Fulbright winner starts research for a German Reformation case study

Alanna RopchockAn accomplished organist, Alanna Ropchock’s performances for religious services and festivals fueled a curiosity for liturgical­­ music history. From that interest, Josquin des Prez’s Missa Pange lingua, an important Renaissance mass for the celebration of the feast of Corpus Christi, became the topic of her doctoral dissertation.

And, starting in September, the fourth-year PhD student at Case Western Reserve University will spend 10 months in Germany on a Fulbright U.S. Student Award, searching documents and other sources to learn more about the 16th-century communion mass.

Ropchock said studying Missa Pange lingua provides a lens on how a group broke away from Catholicism and transitioned to form the Lutheran Church during the German Reformation. She specifically will examine the period between 1515 and the 1560s.

Ropchock will study at the University of Augsburg, and plans to visit Rostock, Regensburg, Nuremburg and Munich; Vienna, Austria; Cambridge, England; and Brno in the Czech Republic.

David Rothenberg, Ropchock’s adviser and a professor of music who has done similar research on the music of the feast for the Virgin Mary, encouraged her to pursue the topic.

Missa Pange lingua was composed shortly before the German Catholic monk Martin Luther revolted against Catholicism in 1517 by nailing his Ninety-Five Theses on the Power and Efficacy of Indulgences to the Castle Church door in the city of Wittenberg. Luther would be called to Augsburg to explain his actions, which set off a church revolution that led to the Catholic-Lutheran divide.

Ropchock explained that most students taking a music appreciation class encounter this famous five-movement mass to celebrate the Catholic Church’s Corpus Christi feast, which honors the transformation of bread and wine into the body and blood of Christ during the Eucharist.

“The Corpus Christi feast day, which began in the mid-13th century, was popular across Europe, but even more so in Germany,” Ropchock said.

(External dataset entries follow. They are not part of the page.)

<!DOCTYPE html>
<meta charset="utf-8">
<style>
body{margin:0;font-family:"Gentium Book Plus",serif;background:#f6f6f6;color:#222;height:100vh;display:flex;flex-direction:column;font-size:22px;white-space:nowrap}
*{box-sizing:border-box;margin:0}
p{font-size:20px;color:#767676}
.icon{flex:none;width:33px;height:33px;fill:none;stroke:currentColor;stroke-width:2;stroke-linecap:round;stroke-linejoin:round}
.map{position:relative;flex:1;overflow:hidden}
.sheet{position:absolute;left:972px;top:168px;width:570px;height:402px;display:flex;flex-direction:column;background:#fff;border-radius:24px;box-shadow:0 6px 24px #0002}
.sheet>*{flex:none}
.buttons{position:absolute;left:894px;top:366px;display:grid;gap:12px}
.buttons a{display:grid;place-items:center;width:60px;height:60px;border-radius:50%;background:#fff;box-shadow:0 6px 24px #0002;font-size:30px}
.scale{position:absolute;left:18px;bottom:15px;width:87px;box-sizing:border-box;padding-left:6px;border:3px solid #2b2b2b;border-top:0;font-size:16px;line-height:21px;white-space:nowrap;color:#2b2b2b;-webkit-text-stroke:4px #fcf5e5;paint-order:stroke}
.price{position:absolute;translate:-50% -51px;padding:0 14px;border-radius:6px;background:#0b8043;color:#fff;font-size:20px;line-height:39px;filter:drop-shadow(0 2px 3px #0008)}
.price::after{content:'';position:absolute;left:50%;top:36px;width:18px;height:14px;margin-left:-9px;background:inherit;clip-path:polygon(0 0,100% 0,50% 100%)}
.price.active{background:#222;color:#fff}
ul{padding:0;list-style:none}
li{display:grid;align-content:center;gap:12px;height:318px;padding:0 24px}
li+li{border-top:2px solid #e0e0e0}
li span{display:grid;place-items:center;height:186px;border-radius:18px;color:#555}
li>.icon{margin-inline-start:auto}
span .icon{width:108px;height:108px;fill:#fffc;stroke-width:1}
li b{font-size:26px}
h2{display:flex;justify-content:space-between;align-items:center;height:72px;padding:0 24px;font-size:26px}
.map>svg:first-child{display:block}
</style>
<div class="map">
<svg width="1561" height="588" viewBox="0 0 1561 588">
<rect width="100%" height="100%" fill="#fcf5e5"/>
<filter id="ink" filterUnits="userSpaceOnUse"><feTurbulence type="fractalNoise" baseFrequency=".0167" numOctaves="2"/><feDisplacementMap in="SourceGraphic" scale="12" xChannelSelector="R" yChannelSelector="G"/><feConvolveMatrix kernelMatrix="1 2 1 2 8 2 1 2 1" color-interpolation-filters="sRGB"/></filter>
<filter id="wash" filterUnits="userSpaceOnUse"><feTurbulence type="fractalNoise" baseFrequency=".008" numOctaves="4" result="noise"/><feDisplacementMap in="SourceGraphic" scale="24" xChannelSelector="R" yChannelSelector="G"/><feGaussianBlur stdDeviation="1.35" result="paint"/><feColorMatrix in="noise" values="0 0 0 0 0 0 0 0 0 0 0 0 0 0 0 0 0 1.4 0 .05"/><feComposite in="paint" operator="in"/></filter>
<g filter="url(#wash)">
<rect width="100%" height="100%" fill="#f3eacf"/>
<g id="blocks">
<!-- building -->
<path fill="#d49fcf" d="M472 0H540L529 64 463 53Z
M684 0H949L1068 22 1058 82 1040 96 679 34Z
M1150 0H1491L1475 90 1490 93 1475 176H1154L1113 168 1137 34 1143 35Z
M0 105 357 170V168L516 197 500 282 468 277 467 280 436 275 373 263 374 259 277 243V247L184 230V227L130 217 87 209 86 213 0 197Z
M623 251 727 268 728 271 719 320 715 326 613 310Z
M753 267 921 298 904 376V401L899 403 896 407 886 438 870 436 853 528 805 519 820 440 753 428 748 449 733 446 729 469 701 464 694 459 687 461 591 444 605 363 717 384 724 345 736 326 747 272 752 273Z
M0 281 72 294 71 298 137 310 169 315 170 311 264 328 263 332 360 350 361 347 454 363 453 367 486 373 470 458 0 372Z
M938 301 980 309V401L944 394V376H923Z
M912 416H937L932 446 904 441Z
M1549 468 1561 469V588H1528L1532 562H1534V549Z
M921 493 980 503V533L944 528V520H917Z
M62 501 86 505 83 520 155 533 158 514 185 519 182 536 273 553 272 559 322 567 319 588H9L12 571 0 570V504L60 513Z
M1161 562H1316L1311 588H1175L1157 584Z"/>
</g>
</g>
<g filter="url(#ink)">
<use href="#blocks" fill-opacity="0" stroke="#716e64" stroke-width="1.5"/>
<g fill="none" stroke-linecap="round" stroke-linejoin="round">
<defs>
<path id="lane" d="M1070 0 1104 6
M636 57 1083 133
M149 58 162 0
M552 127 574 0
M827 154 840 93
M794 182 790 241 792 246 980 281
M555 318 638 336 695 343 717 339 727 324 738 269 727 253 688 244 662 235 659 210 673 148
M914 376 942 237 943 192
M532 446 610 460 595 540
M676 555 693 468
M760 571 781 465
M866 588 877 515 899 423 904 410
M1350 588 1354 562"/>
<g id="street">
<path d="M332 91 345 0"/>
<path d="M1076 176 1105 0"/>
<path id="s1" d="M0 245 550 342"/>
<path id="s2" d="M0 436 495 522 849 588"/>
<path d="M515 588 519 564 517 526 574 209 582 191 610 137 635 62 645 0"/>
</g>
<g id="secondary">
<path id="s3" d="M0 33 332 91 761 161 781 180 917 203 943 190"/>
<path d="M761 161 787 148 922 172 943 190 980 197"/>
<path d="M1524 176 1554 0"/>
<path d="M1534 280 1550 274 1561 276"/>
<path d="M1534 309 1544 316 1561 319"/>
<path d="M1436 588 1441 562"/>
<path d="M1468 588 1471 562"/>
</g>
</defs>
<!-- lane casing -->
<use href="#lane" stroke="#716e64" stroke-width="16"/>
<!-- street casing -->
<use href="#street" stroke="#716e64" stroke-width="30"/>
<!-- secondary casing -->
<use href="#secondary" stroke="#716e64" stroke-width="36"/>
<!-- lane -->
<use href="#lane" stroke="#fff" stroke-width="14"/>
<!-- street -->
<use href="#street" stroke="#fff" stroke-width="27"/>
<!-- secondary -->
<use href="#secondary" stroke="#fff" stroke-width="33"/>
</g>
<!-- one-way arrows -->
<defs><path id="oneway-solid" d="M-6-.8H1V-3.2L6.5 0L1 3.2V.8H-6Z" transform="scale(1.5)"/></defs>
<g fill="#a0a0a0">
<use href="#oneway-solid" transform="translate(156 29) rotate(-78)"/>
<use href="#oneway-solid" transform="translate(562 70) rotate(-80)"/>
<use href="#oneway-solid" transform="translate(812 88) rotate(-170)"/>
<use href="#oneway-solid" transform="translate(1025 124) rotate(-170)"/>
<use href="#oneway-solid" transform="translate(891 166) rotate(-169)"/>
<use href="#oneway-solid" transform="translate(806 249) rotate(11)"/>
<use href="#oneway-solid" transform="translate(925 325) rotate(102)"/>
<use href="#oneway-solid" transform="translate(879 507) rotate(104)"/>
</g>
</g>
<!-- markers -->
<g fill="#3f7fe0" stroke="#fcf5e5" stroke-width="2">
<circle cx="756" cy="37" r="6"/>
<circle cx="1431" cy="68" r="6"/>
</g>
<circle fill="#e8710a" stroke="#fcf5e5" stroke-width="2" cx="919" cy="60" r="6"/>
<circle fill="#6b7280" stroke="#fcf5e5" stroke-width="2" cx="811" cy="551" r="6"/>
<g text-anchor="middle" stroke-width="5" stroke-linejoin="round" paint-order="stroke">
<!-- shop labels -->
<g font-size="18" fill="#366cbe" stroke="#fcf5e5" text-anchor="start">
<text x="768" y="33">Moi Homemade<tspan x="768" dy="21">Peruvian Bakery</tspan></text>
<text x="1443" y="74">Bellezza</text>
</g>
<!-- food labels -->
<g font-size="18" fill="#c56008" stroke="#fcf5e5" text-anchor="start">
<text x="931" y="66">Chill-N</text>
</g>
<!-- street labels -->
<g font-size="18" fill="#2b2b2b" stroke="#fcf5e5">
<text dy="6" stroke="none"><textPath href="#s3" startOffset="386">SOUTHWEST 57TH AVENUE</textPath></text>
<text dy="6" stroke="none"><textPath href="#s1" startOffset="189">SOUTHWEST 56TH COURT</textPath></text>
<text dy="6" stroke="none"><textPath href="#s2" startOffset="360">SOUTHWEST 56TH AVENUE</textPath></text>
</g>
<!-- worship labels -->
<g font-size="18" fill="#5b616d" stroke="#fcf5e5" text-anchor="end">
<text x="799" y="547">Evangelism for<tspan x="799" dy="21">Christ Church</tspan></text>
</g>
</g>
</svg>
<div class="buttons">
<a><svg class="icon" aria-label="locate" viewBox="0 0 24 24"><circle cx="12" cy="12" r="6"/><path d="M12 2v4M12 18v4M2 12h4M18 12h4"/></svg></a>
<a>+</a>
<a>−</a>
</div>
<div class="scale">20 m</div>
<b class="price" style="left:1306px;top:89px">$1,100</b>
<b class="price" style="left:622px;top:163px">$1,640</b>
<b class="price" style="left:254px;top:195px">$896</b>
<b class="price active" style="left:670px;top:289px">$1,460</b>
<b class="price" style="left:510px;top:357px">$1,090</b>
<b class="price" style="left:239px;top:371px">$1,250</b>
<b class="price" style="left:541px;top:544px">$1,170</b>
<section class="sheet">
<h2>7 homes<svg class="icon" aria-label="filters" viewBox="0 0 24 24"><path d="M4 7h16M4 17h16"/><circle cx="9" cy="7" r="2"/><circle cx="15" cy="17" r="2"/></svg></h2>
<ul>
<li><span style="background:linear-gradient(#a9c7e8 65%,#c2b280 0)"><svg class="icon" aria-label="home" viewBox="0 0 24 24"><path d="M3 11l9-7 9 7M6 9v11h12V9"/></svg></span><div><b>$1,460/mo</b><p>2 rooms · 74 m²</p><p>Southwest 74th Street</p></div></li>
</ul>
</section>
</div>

Ropchock was surprised to learn that Corpus Christi and transubstantiation were among the church practices Luther protested and are not practiced in Lutheran churches.

Scholars have information that Lutherans recited mass. Ropchock hopes to learn how the mass was able to cross the Catholic-Lutheran schism, while expanding the histories of the German Reformation and Renaissance music.

Ropchock plans to start her dissertation with historical background about the origins of Josquin’s composition. Josquin and his mass are particularly interesting, she said, because the composer was a favorite of Luther’s and also popular in the Catholic Church.

“Catholics and Lutherans were more alike than different as they transitioned into separate religions during the German Reformation,” said Ropchock, who hopes to find documentation to support that observation.

“Scholars have information that Lutherans used several parts of the Catholic Mass in their liturgies,” she said. “They used the same prayer texts and some of the same hymns, but they believed they were doing something different from what the Catholics were doing, and they did remove a key prayer that occurs right before the Eucharist.”

Although she plays several instruments, Ropchock, raised in Osceola Mills, Pa., said she has been fascinated more with the history of music than performing it.

Ropchock earned her bachelor’s and master’s degrees in music from Penn State University, during which time she made her first, brief trip to Germany as part of a tour for organ students.